Lesson: Area Formulas
Developing the Concept

Now that students know the formula for the area of a triangle, it's time to build on that knowledge to develop a formula for the area of a parallelogram.

Materials: Overhead transparency, an activity sheet with six parallelograms on it with base and height measures given for four of the parallelograms, rulers for students to use

Preparation: Draw a parallelogram on an overhead transparency.

  • Ask: Does anyone know what this figure is called?
    Students should say that it is a parallelogram. If they don't, tell them what it is.
  • Say: Let's list some of the properties of this figure on the board. Who can tell me something that is true about all parallelograms? Students will probably come up with several ideas such as the opposite sides are parallel and of equal length, the opposite angles are congruent, all rectangles are parallelograms, a rhombus is a parallelogram, the sum of the angles of a parallelogram is 360 degrees, and so on.

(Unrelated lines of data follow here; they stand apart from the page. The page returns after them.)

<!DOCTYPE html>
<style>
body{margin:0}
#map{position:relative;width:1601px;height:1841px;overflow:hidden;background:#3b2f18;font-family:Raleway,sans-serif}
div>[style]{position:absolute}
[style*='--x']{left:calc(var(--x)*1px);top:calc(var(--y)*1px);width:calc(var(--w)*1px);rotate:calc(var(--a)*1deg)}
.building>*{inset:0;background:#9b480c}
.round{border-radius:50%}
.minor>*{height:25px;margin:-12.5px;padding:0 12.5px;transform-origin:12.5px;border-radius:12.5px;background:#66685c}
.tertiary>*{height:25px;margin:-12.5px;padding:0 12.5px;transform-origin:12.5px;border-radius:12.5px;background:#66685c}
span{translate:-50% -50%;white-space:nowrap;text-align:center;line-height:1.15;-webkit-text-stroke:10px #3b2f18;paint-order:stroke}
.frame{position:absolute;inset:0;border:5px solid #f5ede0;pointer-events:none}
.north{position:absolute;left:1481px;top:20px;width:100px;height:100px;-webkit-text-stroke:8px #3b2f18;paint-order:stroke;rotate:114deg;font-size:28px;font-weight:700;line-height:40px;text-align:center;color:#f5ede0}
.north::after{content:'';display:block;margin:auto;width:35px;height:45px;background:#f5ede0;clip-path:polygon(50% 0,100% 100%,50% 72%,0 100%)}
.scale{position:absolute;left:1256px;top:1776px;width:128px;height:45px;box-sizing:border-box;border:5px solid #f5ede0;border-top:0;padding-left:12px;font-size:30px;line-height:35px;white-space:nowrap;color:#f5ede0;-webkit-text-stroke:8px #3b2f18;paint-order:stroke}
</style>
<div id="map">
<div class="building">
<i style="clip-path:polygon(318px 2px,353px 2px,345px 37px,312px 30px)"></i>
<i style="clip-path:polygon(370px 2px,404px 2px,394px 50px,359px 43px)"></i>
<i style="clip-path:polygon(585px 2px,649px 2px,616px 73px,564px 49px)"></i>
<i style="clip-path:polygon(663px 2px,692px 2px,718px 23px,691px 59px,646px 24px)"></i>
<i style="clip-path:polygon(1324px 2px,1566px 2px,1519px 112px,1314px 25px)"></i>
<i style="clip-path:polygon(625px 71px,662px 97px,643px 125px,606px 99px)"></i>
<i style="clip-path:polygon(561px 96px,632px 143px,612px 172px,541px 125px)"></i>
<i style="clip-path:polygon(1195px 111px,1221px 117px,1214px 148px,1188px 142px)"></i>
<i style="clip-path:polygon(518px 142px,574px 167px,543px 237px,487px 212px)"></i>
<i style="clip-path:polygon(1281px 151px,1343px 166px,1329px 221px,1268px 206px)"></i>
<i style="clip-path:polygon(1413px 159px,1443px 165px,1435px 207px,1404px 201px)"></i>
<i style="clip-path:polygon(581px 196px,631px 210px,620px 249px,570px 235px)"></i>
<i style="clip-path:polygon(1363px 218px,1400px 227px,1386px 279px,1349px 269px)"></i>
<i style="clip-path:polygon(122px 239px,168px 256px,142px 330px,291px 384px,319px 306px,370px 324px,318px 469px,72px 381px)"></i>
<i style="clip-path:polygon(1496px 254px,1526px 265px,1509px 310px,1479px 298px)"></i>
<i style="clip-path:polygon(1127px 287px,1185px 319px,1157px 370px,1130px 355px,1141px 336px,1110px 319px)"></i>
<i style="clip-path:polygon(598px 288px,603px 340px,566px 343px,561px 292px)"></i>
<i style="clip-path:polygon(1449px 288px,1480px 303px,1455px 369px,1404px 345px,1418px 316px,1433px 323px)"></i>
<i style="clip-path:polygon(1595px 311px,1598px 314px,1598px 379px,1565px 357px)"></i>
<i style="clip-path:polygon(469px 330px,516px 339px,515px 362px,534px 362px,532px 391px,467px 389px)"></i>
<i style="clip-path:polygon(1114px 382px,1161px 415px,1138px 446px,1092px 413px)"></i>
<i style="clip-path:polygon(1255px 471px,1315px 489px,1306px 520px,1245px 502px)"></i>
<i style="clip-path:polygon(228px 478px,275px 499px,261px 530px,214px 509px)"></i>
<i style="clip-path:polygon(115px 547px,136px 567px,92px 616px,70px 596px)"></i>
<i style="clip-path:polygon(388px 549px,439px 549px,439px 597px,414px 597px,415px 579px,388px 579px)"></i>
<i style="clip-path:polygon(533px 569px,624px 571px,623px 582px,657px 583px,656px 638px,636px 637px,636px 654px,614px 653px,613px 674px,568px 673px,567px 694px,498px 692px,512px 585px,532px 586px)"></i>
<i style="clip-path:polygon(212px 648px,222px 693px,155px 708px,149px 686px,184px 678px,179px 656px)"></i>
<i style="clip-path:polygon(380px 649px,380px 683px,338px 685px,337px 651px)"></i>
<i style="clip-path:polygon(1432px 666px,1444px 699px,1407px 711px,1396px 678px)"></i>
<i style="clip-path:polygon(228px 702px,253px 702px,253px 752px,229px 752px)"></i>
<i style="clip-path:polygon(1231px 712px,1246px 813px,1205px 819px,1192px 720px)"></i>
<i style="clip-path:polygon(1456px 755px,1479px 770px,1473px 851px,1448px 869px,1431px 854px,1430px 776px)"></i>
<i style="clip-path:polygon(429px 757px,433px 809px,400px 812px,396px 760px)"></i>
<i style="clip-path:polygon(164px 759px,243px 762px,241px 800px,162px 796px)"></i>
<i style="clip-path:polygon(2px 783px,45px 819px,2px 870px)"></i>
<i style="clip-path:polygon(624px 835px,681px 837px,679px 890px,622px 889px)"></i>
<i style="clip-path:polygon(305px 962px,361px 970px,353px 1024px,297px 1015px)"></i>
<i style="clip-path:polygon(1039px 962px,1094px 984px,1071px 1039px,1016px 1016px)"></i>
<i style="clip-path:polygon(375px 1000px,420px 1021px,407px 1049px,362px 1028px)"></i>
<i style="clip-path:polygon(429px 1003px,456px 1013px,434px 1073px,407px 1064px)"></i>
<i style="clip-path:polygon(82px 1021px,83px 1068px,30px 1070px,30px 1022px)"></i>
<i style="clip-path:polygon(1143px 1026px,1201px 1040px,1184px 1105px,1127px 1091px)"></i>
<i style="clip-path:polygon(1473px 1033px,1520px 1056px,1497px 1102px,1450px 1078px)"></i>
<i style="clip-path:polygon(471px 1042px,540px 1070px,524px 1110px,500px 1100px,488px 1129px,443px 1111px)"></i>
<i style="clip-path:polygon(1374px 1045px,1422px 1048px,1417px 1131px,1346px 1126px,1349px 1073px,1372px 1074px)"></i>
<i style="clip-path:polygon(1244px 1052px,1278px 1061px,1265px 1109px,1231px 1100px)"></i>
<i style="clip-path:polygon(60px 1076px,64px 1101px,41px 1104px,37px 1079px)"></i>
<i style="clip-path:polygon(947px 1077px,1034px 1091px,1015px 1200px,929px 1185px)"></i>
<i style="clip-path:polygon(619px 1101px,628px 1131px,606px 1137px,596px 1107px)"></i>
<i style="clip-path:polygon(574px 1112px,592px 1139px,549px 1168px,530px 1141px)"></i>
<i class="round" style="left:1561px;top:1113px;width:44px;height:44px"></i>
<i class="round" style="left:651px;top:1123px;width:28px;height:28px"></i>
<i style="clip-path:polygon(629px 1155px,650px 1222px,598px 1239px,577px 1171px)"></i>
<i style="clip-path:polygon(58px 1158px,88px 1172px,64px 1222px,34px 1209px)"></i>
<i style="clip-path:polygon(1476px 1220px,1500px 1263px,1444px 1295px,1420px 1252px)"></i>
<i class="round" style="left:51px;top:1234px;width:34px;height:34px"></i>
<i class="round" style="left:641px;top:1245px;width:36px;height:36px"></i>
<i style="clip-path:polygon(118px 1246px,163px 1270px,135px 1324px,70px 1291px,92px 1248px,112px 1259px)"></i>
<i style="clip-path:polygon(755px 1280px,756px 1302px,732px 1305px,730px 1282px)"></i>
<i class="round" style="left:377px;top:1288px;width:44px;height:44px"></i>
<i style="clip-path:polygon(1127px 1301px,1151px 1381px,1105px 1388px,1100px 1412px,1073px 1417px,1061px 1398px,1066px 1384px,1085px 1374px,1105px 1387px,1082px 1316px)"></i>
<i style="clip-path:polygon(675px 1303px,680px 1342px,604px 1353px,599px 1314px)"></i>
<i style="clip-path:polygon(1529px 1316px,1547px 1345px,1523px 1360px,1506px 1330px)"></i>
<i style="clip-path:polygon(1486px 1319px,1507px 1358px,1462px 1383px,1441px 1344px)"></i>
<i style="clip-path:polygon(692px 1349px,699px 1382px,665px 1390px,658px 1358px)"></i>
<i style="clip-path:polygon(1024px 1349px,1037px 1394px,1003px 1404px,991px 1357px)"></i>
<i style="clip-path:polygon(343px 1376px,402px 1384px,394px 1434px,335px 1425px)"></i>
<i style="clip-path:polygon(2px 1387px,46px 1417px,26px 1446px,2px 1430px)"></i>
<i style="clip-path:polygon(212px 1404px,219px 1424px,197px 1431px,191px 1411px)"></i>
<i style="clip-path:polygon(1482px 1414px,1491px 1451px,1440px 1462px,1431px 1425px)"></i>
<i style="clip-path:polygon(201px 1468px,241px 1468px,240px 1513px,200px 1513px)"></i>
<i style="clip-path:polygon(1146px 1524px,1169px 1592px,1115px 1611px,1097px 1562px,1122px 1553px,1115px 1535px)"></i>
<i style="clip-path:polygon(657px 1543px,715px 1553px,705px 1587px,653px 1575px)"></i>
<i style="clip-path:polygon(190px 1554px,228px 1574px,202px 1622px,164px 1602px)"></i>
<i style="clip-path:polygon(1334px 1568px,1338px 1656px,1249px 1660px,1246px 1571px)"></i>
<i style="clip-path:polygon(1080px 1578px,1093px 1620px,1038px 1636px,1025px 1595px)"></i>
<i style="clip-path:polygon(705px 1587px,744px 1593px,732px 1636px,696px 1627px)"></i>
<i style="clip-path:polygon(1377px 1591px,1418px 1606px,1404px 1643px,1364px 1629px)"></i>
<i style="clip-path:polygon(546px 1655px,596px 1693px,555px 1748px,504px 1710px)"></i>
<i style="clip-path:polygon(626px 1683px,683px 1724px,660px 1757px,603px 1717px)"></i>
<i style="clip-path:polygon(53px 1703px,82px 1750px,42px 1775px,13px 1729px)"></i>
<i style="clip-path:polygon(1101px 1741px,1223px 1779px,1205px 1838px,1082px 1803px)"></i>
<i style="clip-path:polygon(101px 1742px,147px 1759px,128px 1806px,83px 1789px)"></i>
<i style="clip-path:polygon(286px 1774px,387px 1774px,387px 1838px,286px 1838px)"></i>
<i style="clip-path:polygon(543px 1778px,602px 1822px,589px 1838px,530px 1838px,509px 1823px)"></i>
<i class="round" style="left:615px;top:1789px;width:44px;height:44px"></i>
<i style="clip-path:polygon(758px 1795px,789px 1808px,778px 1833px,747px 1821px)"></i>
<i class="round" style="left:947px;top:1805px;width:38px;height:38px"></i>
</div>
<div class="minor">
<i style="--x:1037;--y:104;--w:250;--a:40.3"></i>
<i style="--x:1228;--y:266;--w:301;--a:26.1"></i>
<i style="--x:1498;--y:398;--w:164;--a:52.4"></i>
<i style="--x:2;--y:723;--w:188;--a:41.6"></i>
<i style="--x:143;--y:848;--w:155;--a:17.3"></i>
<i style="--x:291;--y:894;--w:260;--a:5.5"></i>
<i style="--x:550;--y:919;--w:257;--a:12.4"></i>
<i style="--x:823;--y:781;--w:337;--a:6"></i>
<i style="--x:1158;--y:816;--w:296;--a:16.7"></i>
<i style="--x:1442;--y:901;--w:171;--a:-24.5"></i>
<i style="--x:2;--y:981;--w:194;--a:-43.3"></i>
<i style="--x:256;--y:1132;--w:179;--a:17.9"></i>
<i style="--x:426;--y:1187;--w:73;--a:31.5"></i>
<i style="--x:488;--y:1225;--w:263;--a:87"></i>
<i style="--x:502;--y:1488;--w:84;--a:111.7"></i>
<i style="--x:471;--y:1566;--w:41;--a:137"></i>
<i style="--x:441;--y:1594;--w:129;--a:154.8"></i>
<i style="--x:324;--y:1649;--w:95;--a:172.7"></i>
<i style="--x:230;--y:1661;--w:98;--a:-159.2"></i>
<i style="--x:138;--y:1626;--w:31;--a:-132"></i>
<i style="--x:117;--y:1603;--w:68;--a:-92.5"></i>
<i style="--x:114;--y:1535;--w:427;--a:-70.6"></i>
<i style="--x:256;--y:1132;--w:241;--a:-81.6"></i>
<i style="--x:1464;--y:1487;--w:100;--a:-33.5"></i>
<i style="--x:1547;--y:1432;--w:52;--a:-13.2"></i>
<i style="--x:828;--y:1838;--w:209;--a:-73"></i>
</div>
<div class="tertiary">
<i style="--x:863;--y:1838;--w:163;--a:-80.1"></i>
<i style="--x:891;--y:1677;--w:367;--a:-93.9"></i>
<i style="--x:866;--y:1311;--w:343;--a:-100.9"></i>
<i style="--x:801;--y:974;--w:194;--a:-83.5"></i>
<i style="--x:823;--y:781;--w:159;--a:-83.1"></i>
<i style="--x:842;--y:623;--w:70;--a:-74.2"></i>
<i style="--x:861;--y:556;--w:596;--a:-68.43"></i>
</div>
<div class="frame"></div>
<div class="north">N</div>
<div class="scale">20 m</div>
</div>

    Draw one of the diagonals of the parallelogram as shown below.

    parallelogram
  • Ask: What can you tell me about the two triangles — triangle MNP and triangle OPN?
    Students should say that the two triangles are congruent. If they don't, suggest that they are. If you need to, cut out a parallelogram and then cut the parallelogram in half to show that the two triangles are congruent.
  • Say: That's right. They are congruent. Now we know how to find the area of a triangle, and since this parallelogram is made up of two congruent triangles, we can find the area of one of the triangles and double it.
  • Ask: How would I find the area of triangle MNP?
    Students should say you need to draw a line segment to show the height of the triangle. So draw the line segment PQ in triangle MNP as shown below.
    parallelogram
  • Ask: What do I do now?
    Students will say you need to find the measure of line segments MN and PQ and substitute them into the formula A = one-half(b x h). So measure the sides and find the area.
  • Say: Now that I know the area of the triangle, how does that help me find the area of the parallelogram?
    Students should say that you need to double that value to find the area of the parallelogram.
  • Say: That's right, so the formula for the area of a parallelogram is twice the area for a triangle, A = one-half(b x h) + one-half(b x h), or A = b x h.

    Do another problem like this in which the measure for the height of a parallelogram is 8 feet and the base is 12 feet. Draw the picture of that parallelogram on the board. Have students find the area of the figure at their desks. Have someone come to the board and find the area for the class to see.

    Pass out an activity sheet for students to work on individually or in pairs.